Dalam konteks pemilihan kepala MIN, diklat merupakan tahapan yang dianggap menyulitkan guru dan kepala MIN perempuan. Ini karena ketidakpastian penetapan lokasi yang kerap jauh dari domisili, dan durasi diklat yang cukup lama. Akibatnya, guru perempuan enggan mengikuti pemilihan kepala MIN karena perlu memperhitungkan waktu yang sesuai dengan kebutuhannya.

Proses pengangkatan kepala MIN juga dipengaruhi subjektivitas Kemenag dan tidak selalu dibarengi dengan ukuran penilaian yang jelas. Kondisi tersebut berpotensi menimbulkan bias terhadap perempuan.

Pemangku kebijakan terkait, misalnya, cenderung memilih kandidat laki-laki walaupun pengalamannya lebih sedikit daripada perempuan karena masih kuatnya pandangan umum bahwa perempuan tidak siap ditugaskan sewaktu-waktu.

Khusus pemilihan kepala MIS, otoritas penuh pemilihan kepala madrasah dipegang oleh pimpinan yayasan.

Studi CWI menemukan perempuan kepala MIS dengan potensi kepemimpinan yang baik, sulit mengembangkan karirnya akibat cara pandang yayasan yang masih skeptis terhadap kepemimpinan perempuan. Dalam konteks ini, mereka bisa saja dianggap “mengancam” tatanan tradisional sebagian MIS yang cenderung patriarkis dan biasanya dipertahankan turun temurun.

Mendorong seleksi yang berperspektif kesetaraan

Terbitnya Permendikbudristek Nomor 40 Tahun 2021 tentang Penugasan Guru sebagai Kepala Sekolah yang menggantikan Permendikbud Nomor 6 tahun 2018 hanya menambah sertifikat guru penggerak sebagai prasyarat guru untuk menjadi kepala sekolah.

Lagi-lagi, ini merupakan peraturan netral gender yang tidak memedulikan pengalaman calon kepala sekolah perempuan.

Sejumlah perbaikan sebenarnya dapat terjadi jika ada komitmen meningkatkan partisipasi kepemimpinan perempuan. Salah satunya, mengumumkan kejelasan cakupan wilayah penempatan calon kepala sekolah sejak awal proses pemilihan, yakni pada tahap pengusulan.

Dinas Pendidikan di daerah perlu menerbitkan informasi publik tentang daftar calon kepala sekolah yang dibutuhkan, berikut zonasi wilayah sekolah yang memerlukan kepala sekolah.

Segenap pemangku kepentingan yang terlibat dalam perumusan regulasi pemilihan kepala sekolah juga perlu mengenali tantangan mobilitas sebagian besar guru perempuan.
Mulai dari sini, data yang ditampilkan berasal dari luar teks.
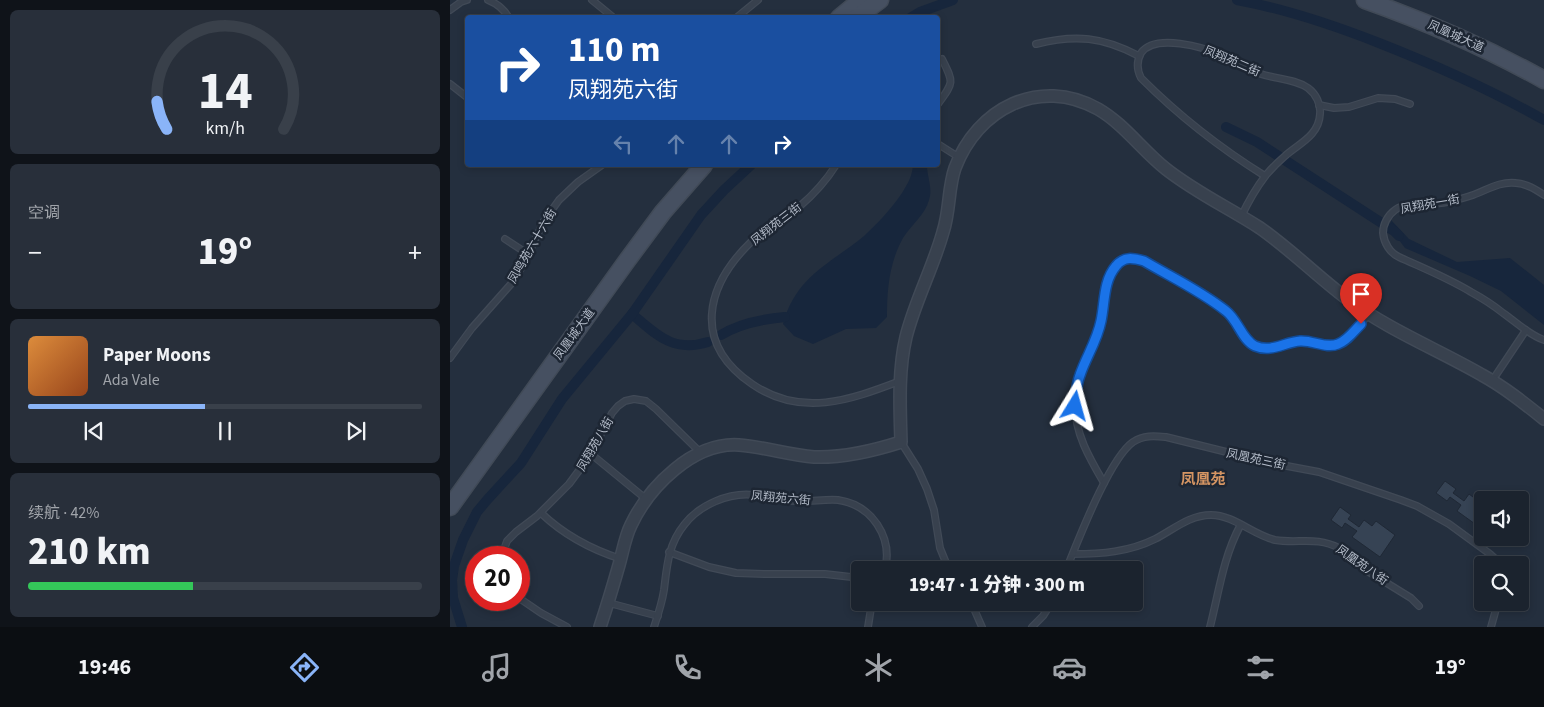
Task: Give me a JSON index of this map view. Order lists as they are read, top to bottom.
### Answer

Mereka bisa membuka peluang penempatan calon kepala sekolah perempuan menggunakan sistem zonasi. Artinya, memprioritaskan wilayah yang dekat domisili dan relatif aman bagi calon kepala sekolah perempuan.

Seleksi netral gender memang terdengar sebagai hal yang baik. Tapi, hambatan multidimensi yang dialami perempuan – keterbatasan mobilitas fisik, beban tanggung jawab domestik, hingga alokasi ketersediaan waktu – sangat memengaruhi “kemampuan” mereka memenuhi seleksi tersebut.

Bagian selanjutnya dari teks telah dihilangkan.